• **Aim of the task**
Retype every record below exactly as it appears.

• **Given data**
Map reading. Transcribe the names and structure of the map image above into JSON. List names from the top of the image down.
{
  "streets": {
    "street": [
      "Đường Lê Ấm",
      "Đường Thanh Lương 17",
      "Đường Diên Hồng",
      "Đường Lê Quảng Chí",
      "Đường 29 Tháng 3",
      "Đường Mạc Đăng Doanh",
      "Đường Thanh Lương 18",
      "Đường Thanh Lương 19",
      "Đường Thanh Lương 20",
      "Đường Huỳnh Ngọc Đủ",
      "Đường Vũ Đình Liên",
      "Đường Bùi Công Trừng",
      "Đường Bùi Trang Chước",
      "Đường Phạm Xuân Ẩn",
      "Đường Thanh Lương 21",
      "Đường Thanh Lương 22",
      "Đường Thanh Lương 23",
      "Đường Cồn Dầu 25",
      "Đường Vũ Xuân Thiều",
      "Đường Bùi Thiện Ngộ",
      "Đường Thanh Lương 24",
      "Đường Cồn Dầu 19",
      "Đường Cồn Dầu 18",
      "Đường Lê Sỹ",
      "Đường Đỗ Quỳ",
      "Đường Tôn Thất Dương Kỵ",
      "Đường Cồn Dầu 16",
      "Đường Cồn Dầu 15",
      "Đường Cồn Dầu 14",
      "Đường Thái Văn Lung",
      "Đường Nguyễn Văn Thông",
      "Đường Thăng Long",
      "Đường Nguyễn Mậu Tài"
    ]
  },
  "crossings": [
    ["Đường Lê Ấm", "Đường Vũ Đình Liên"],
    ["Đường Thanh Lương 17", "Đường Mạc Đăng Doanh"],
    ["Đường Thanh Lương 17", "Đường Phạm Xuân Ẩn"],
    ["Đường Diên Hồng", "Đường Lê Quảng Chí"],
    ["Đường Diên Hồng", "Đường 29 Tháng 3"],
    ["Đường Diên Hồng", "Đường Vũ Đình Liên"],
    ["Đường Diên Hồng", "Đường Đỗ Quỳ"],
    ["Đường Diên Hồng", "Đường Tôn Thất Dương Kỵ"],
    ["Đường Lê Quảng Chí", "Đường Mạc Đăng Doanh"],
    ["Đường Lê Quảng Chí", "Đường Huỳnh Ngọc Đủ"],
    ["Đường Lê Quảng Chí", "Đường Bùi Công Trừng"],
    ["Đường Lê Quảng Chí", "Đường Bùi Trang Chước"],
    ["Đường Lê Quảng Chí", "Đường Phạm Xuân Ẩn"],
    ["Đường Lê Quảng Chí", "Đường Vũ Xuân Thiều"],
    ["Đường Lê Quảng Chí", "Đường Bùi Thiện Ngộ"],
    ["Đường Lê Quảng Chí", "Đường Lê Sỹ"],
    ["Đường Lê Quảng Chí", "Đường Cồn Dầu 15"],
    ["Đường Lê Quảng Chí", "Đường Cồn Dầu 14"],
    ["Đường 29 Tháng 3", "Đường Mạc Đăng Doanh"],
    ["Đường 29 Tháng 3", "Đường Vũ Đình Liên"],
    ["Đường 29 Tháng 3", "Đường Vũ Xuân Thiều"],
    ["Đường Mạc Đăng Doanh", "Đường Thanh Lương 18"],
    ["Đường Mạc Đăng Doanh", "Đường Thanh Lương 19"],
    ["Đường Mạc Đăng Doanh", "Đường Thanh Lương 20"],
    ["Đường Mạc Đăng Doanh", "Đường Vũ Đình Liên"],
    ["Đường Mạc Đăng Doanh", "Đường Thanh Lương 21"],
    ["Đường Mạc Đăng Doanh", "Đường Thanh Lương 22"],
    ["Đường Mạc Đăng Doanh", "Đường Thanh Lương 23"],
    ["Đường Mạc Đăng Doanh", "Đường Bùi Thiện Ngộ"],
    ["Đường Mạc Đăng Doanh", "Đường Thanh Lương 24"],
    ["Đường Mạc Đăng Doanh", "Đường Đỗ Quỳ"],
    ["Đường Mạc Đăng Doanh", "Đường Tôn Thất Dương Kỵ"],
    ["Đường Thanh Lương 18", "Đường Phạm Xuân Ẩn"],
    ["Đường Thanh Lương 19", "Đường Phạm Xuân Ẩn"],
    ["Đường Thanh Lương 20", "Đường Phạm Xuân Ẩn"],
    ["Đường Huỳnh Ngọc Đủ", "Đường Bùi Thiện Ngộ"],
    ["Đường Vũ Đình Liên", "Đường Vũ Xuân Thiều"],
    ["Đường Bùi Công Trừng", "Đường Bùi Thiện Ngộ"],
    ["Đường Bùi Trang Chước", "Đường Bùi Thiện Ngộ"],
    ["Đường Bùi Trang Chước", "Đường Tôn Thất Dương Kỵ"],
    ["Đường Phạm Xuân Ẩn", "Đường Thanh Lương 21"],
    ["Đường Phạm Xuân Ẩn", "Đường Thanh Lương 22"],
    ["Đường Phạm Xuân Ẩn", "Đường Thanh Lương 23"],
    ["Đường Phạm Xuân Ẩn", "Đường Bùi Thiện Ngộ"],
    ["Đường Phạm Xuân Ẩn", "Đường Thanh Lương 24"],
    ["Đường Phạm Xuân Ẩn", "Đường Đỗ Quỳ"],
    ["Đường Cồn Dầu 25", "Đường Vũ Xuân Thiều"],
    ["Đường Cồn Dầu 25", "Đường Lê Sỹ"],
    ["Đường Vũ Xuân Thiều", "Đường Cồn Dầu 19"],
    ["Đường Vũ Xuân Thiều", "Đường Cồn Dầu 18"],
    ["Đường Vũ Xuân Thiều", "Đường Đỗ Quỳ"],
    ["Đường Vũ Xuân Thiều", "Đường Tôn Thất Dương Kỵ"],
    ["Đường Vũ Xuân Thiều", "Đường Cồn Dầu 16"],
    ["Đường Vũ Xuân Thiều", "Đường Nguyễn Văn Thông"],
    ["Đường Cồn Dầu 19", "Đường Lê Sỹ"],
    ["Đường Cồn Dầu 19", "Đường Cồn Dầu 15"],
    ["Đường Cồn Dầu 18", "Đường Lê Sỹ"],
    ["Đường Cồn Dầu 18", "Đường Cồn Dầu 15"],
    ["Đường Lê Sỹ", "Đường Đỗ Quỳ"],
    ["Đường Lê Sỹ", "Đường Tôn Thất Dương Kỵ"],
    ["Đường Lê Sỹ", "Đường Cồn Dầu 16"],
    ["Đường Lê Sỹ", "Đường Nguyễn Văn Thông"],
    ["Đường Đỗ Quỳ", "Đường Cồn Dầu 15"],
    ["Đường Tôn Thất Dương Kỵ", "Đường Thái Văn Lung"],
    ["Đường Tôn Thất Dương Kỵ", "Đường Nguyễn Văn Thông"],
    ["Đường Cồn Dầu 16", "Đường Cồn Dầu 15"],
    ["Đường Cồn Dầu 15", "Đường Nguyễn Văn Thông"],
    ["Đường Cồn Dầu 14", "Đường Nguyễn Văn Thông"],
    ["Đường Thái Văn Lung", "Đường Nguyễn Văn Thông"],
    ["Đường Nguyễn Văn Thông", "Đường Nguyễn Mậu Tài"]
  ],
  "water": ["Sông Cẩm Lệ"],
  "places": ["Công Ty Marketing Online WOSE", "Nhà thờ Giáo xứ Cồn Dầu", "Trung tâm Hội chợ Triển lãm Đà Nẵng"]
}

• **Written response**
Map reading. Transcribe the names and structure of the map image above into JSON. List names from the top of the image down.
{
  "streets": {
    "street": [
      "Đường Lê Ấm",
      "Đường Thanh Lương 17",
      "Đường Diên Hồng",
      "Đường Lê Quảng Chí",
      "Đường 29 Tháng 3",
      "Đường Mạc Đăng Doanh",
      "Đường Thanh Lương 18",
      "Đường Thanh Lương 19",
      "Đường Thanh Lương 20",
      "Đường Huỳnh Ngọc Đủ",
      "Đường Vũ Đình Liên",
      "Đường Bùi Công Trừng",
      "Đường Bùi Trang Chước",
      "Đường Phạm Xuân Ẩn",
      "Đường Thanh Lương 21",
      "Đường Thanh Lương 22",
      "Đường Thanh Lương 23",
      "Đường Cồn Dầu 25",
      "Đường Vũ Xuân Thiều",
      "Đường Bùi Thiện Ngộ",
      "Đường Thanh Lương 24",
      "Đường Cồn Dầu 19",
      "Đường Cồn Dầu 18",
      "Đường Lê Sỹ",
      "Đường Đỗ Quỳ",
      "Đường Tôn Thất Dương Kỵ",
      "Đường Cồn Dầu 16",
      "Đường Cồn Dầu 15",
      "Đường Cồn Dầu 14",
      "Đường Thái Văn Lung",
      "Đường Nguyễn Văn Thông",
      "Đường Thăng Long",
      "Đường Nguyễn Mậu Tài"
    ]
  },
  "crossings": [
    ["Đường Lê Ấm", "Đường Vũ Đình Liên"],
    ["Đường Thanh Lương 17", "Đường Mạc Đăng Doanh"],
    ["Đường Thanh Lương 17", "Đường Phạm Xuân Ẩn"],
    ["Đường Diên Hồng", "Đường Lê Quảng Chí"],
    ["Đường Diên Hồng", "Đường 29 Tháng 3"],
    ["Đường Diên Hồng", "Đường Vũ Đình Liên"],
    ["Đường Diên Hồng", "Đường Đỗ Quỳ"],
    ["Đường Diên Hồng", "Đường Tôn Thất Dương Kỵ"],
    ["Đường Lê Quảng Chí", "Đường Mạc Đăng Doanh"],
    ["Đường Lê Quảng Chí", "Đường Huỳnh Ngọc Đủ"],
    ["Đường Lê Quảng Chí", "Đường Bùi Công Trừng"],
    ["Đường Lê Quảng Chí", "Đường Bùi Trang Chước"],
    ["Đường Lê Quảng Chí", "Đường Phạm Xuân Ẩn"],
    ["Đường Lê Quảng Chí", "Đường Vũ Xuân Thiều"],
    ["Đường Lê Quảng Chí", "Đường Bùi Thiện Ngộ"],
    ["Đường Lê Quảng Chí", "Đường Lê Sỹ"],
    ["Đường Lê Quảng Chí", "Đường Cồn Dầu 15"],
    ["Đường Lê Quảng Chí", "Đường Cồn Dầu 14"],
    ["Đường 29 Tháng 3", "Đường Mạc Đăng Doanh"],
    ["Đường 29 Tháng 3", "Đường Vũ Đình Liên"],
    ["Đường 29 Tháng 3", "Đường Vũ Xuân Thiều"],
    ["Đường Mạc Đăng Doanh", "Đường Thanh Lương 18"],
    ["Đường Mạc Đăng Doanh", "Đường Thanh Lương 19"],
    ["Đường Mạc Đăng Doanh", "Đường Thanh Lương 20"],
    ["Đường Mạc Đăng Doanh", "Đường Vũ Đình Liên"],
    ["Đường Mạc Đăng Doanh", "Đường Thanh Lương 21"],
    ["Đường Mạc Đăng Doanh", "Đường Thanh Lương 22"],
    ["Đường Mạc Đăng Doanh", "Đường Thanh Lương 23"],
    ["Đường Mạc Đăng Doanh", "Đường Bùi Thiện Ngộ"],
    ["Đường Mạc Đăng Doanh", "Đường Thanh Lương 24"],
    ["Đường Mạc Đăng Doanh", "Đường Đỗ Quỳ"],
    ["Đường Mạc Đăng Doanh", "Đường Tôn Thất Dương Kỵ"],
    ["Đường Thanh Lương 18", "Đường Phạm Xuân Ẩn"],
    ["Đường Thanh Lương 19", "Đường Phạm Xuân Ẩn"],
    ["Đường Thanh Lương 20", "Đường Phạm Xuân Ẩn"],
    ["Đường Huỳnh Ngọc Đủ", "Đường Bùi Thiện Ngộ"],
    ["Đường Vũ Đình Liên", "Đường Vũ Xuân Thiều"],
    ["Đường Bùi Công Trừng", "Đường Bùi Thiện Ngộ"],
    ["Đường Bùi Trang Chước", "Đường Bùi Thiện Ngộ"],
    ["Đường Bùi Trang Chước", "Đường Tôn Thất Dương Kỵ"],
    ["Đường Phạm Xuân Ẩn", "Đường Thanh Lương 21"],
    ["Đường Phạm Xuân Ẩn", "Đường Thanh Lương 22"],
    ["Đường Phạm Xuân Ẩn", "Đường Thanh Lương 23"],
    ["Đường Phạm Xuân Ẩn", "Đường Bùi Thiện Ngộ"],
    ["Đường Phạm Xuân Ẩn", "Đường Thanh Lương 24"],
    ["Đường Phạm Xuân Ẩn", "Đường Đỗ Quỳ"],
    ["Đường Cồn Dầu 25", "Đường Vũ Xuân Thiều"],
    ["Đường Cồn Dầu 25", "Đường Lê Sỹ"],
    ["Đường Vũ Xuân Thiều", "Đường Cồn Dầu 19"],
    ["Đường Vũ Xuân Thiều", "Đường Cồn Dầu 18"],
    ["Đường Vũ Xuân Thiều", "Đường Đỗ Quỳ"],
    ["Đường Vũ Xuân Thiều", "Đường Tôn Thất Dương Kỵ"],
    ["Đường Vũ Xuân Thiều", "Đường Cồn Dầu 16"],
    ["Đường Vũ Xuân Thiều", "Đường Nguyễn Văn Thông"],
    ["Đường Cồn Dầu 19", "Đường Lê Sỹ"],
    ["Đường Cồn Dầu 19", "Đường Cồn Dầu 15"],
    ["Đường Cồn Dầu 18", "Đường Lê Sỹ"],
    ["Đường Cồn Dầu 18", "Đường Cồn Dầu 15"],
    ["Đường Lê Sỹ", "Đường Đỗ Quỳ"],
    ["Đường Lê Sỹ", "Đường Tôn Thất Dương Kỵ"],
    ["Đường Lê Sỹ", "Đường Cồn Dầu 16"],
    ["Đường Lê Sỹ", "Đường Nguyễn Văn Thông"],
    ["Đường Đỗ Quỳ", "Đường Cồn Dầu 15"],
    ["Đường Tôn Thất Dương Kỵ", "Đường Thái Văn Lung"],
    ["Đường Tôn Thất Dương Kỵ", "Đường Nguyễn Văn Thông"],
    ["Đường Cồn Dầu 16", "Đường Cồn Dầu 15"],
    ["Đường Cồn Dầu 15", "Đường Nguyễn Văn Thông"],
    ["Đường Cồn Dầu 14", "Đường Nguyễn Văn Thông"],
    ["Đường Thái Văn Lung", "Đường Nguyễn Văn Thông"],
    ["Đường Nguyễn Văn Thông", "Đường Nguyễn Mậu Tài"]
  ],
  "water": ["Sông Cẩm Lệ"],
  "places": ["Công Ty Marketing Online WOSE", "Nhà thờ Giáo xứ Cồn Dầu", "Trung tâm Hội chợ Triển lãm Đà Nẵng"]
}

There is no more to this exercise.